In full view of the above circumstances and the evidence revealed as above, it appears that there is no obligation under the contract of this case against BB, and the defendant takes the attachment disposition of this case on the premise that there is an obligation under the contract of this case against BB, and sought the payment of the amount of the attachment under the premise that there is an obligation under the contract of this case against BB. Thus, the plaintiff has a benefit to seek confirmation.

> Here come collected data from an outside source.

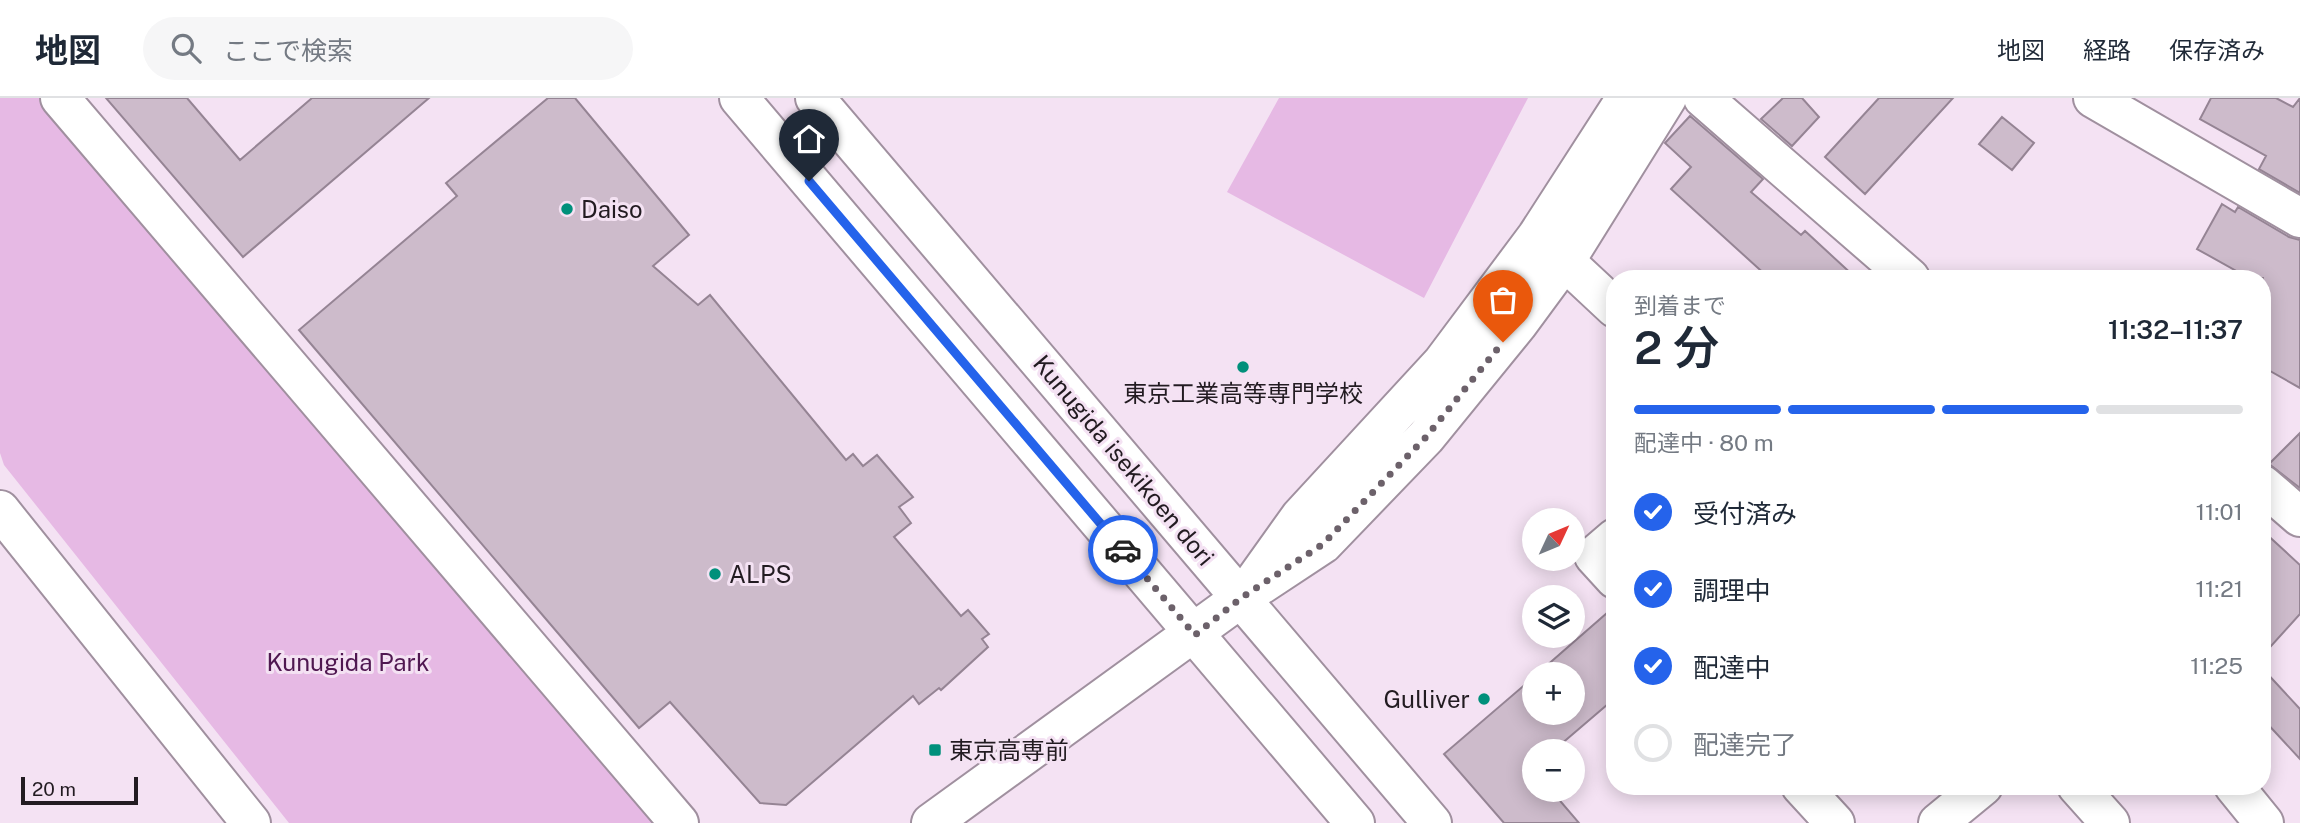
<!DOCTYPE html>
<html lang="ja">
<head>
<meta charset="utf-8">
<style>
  :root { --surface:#fff; --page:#f6f6f7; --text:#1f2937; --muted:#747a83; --line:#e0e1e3; --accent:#2563eb }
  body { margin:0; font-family:"Public Sans","Noto Sans JP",sans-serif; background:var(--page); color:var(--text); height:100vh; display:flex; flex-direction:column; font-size:26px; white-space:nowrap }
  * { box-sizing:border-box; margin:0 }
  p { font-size:23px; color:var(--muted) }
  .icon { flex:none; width:38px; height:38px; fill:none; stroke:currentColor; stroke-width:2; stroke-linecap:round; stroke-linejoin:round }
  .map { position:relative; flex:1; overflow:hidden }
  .drawer { position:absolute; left:1606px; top:172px; width:665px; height:525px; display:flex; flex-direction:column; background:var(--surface); border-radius:28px; box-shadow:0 4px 18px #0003 }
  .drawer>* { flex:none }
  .needle { width:46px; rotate:46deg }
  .fabs { position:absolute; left:1522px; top:410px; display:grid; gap:14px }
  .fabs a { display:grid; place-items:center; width:63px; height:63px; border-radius:50%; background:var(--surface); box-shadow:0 4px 18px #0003; font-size:35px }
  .scale { position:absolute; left:21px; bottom:18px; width:117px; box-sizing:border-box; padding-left:7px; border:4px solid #221b21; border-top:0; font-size:19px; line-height:24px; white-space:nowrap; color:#221b21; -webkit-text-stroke:5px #f4e2f3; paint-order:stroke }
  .pin { position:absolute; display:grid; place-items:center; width:60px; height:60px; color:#fff; margin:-72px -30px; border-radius:50% 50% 50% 0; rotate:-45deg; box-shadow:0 0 7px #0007 }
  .pin .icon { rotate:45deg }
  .courier { position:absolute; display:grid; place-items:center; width:70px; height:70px; margin:-35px; border:5px solid #2563eb; border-radius:50%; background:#fff; color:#222; box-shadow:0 2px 9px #0007 }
  .head em { font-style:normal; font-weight:600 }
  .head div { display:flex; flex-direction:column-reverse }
  .head { display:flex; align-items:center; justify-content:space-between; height:119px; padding:0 28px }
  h1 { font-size:46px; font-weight:600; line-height:52px }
  .bar { display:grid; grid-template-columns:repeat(4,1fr); gap:10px 7px; align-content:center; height:84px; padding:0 28px }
  .bar i { height:9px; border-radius:5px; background:var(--line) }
  .bar .active { background:var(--accent) }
  .bar p { grid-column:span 4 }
  ol { padding:0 28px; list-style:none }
  li { display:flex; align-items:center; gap:21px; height:77px }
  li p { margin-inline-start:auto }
  li .icon { padding:7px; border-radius:50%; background:var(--accent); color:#fff; stroke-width:4 }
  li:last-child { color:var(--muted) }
  li i { width:38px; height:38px; border:4px solid var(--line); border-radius:50% }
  header { display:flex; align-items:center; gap:42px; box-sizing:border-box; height:98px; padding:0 35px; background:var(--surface); border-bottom:2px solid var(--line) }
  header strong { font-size:33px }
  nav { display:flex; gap:38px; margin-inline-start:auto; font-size:24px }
  .search { width:490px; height:63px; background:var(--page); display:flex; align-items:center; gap:18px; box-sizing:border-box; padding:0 24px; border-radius:38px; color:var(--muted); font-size:26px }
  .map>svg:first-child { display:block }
  .green { fill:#e6b9e4 }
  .building { fill:#cdbbcb; stroke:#958494; stroke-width:2 }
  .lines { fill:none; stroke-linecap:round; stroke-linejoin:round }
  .minor-casing { stroke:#a0909f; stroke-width:42 }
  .tertiary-casing { stroke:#a0909f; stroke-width:42 }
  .minor { stroke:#fff; stroke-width:38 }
  .tertiary { stroke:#fff; stroke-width:38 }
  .done { stroke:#6c616a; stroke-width:7; stroke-dasharray:0 12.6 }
  .route { stroke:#2563eb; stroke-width:9 }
  .poi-dot { fill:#00907b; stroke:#f4e2f3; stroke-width:2.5 }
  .labels { text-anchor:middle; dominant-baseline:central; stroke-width:6; stroke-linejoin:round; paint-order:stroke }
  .poi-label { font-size:24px; fill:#221b21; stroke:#f4e2f3; text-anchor:start }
  .street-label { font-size:24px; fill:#221b21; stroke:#f4e2f3 }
  .park-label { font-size:24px; fill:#501851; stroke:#f4e2f3 }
</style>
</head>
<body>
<header>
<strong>地図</strong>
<div class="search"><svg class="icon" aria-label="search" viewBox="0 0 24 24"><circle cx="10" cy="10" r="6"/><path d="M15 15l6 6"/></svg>ここで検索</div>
<nav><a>地図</a><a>経路</a><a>保存済み</a></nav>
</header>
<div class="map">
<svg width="2300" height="725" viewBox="0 0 2300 725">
  <rect width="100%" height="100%" fill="#f4e2f3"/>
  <!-- green -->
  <path class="green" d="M0,0H60L679,725H289L4,367L0,355Z
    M1279,0H1528L1424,200L1227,94Z"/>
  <!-- building -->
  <path class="building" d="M106,0H187L240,62L312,0H429L243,159Z
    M548,0H575L689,137L653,168L698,207L710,197L846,362L853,356L863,368L877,357L913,399L899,409L911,425L894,439L961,518L968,512L989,536L982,541L988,549L941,592L939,590L919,606L913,598L786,707L760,705L670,604L639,630L299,232L457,98L446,85Z
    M1783,0H1802L1819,19L1792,48L1761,21Z
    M1879,0H1953L1865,96L1825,59Z
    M2211,0H2276L2293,9L2300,0V95L2259,71L2266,58L2200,21Z
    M1690,18L1763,81L1751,94L1801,137L1805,133L1856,180H1769L1671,91L1691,69L1665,45Z
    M2002,19L2034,45L2012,72L1979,46Z
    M2222,106L2235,114L2238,109L2289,139L2300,142V290L2263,269V180H2249L2197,151Z
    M2300,335V390L2269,366Z
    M2263,433L2300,467V516L2263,557Z
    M1615,508V600L1553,653H1535V691H1550L1579,725H1504L1444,656L1535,578V614H1573V576H1537Z
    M2263,571L2300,611V661L2263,621Z"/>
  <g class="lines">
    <!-- minor casing -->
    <g class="minor-casing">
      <path id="minor" d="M60,0L679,725
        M1703,0L1910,180
        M2093,0L2300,120
        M1540,140L1615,210
        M2263,387L2300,419
        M1615,440L1594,458L1615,481
        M1801,688L1835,725
        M2077,688L2110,725
        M2234,688L2264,725
        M1938,725L1983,688"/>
    </g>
    <!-- tertiary casing -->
    <g class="tertiary-casing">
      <path id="tertiary" d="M739,0L1355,725
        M815,0L1432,725
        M0,412L251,725
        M1255,482L1300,419L1442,265L1537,138L1626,0
        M931,725L1241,500L1323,446L1426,339L1518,226L1571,154L1667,0"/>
    </g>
    <!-- minor -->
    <use href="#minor" class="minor"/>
    <!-- tertiary -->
    <use href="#tertiary" class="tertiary"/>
  </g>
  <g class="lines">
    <!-- done -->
    <path class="done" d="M1123,452L1195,537L1241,500L1323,446L1426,339L1503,244"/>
    <!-- route -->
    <path class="route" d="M809,83L1123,452"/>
  </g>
  <!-- markers -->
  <g class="poi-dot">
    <circle cx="567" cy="111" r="7"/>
    <circle cx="1243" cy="269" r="7"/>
    <circle cx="715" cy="476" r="7"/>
    <circle cx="1484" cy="601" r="7"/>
    <rect x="928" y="645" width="14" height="14" rx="3.5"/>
  </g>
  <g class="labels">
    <!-- poi labels -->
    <g class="poi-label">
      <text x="581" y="111">Daiso</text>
      <text x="1243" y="295" text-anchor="middle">東京工業高等専門学校</text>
      <text x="729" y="476">ALPS</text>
      <text x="1470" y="601" text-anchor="end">Gulliver</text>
      <text x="949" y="652">東京高専前</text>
    </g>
    <!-- street labels -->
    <g class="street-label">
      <text transform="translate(1124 362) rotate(50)">Kunugida isekikoen dori</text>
    </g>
    <!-- park labels -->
    <g class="park-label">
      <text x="348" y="564">Kunugida Park</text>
    </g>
  </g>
</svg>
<div class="fabs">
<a><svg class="needle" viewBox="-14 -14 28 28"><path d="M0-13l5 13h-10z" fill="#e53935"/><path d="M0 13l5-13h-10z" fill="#747a83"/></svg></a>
<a><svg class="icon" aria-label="layers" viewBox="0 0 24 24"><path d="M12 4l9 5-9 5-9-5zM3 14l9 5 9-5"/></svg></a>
<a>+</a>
<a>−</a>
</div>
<div class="scale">20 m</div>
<div class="pin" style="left:1503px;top:244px;background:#ea580c"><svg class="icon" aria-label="bag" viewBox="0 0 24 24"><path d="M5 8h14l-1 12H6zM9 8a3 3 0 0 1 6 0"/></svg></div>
<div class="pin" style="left:809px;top:83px;background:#1f2937"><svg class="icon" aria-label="home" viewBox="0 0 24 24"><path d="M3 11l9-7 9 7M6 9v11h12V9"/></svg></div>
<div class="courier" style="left:1123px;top:452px"><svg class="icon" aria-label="car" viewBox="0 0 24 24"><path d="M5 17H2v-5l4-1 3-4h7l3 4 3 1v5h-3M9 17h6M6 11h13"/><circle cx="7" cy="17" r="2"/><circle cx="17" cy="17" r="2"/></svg></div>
<section class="drawer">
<div class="head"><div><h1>2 分</h1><p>到着まで</p></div><em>11:32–11:37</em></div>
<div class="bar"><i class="active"></i><i class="active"></i><i class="active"></i><i></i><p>配達中 · 80 m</p></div>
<ol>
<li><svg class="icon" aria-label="check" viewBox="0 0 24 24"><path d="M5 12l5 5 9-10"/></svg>受付済み<p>11:01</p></li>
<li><svg class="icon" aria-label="check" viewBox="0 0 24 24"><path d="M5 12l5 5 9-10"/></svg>調理中<p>11:21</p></li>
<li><svg class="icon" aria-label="check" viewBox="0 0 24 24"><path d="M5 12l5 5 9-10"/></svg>配達中<p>11:25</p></li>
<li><i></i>配達完了</li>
</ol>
</section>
</div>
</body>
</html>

① In light of the fact that: (a) the Plaintiff and BB paid KRW 00,000 to the payment of the construction cost by the time after the completion of the instant construction work; (b) the remainder of the construction site for the instant secondary construction project to be paid from the time of the construction; (c) the remainder X and the commercialization cost to be paid at the same time when BB delivered a defect repair performance bond; and (d) BB appears not to have issued a defect repair performance bond to the Plaintiff, it is reasonable to deem that the payment for the completed portion for the instant primary construction project is KRW X and the commercialization (x0,000,000,000,000

② Since the Plaintiff paid BB the total amount of the work cost to the relevant class, the unpaid work cost is X, the relevant class, the relevant class, the relevant class, the relevant class, the relevant class, the relevant class, the relevant class, the relevant class, the relevant class, the relevant class, the relevant class,

③ From among the instant new construction works, BB completed on July 2018, 2018, the instant construction works were completed onO on September 1, 2018. Therefore, even if based onO.O. on September 2018, 2018, compensation for delay exceeds the aforementioned construction work amount, the compensation for delay is X, the capital class, the capital class, the capital class, and the capital class (contract amount) x 0.01 x 52 days (number of days) x 52 days (number of days). In addition, it is reasonable to deem that the Plaintiff does not have any obligation for the construction work that the Plaintiff shall pay to B if the Plaintiff offsets the damages incurred in lieu of defect repairs that the Plaintiff had against B.

3. Conclusion

Therefore, the plaintiff's claim of this case shall be accepted on the grounds of its reasoning, and it is so decided as per Disposition.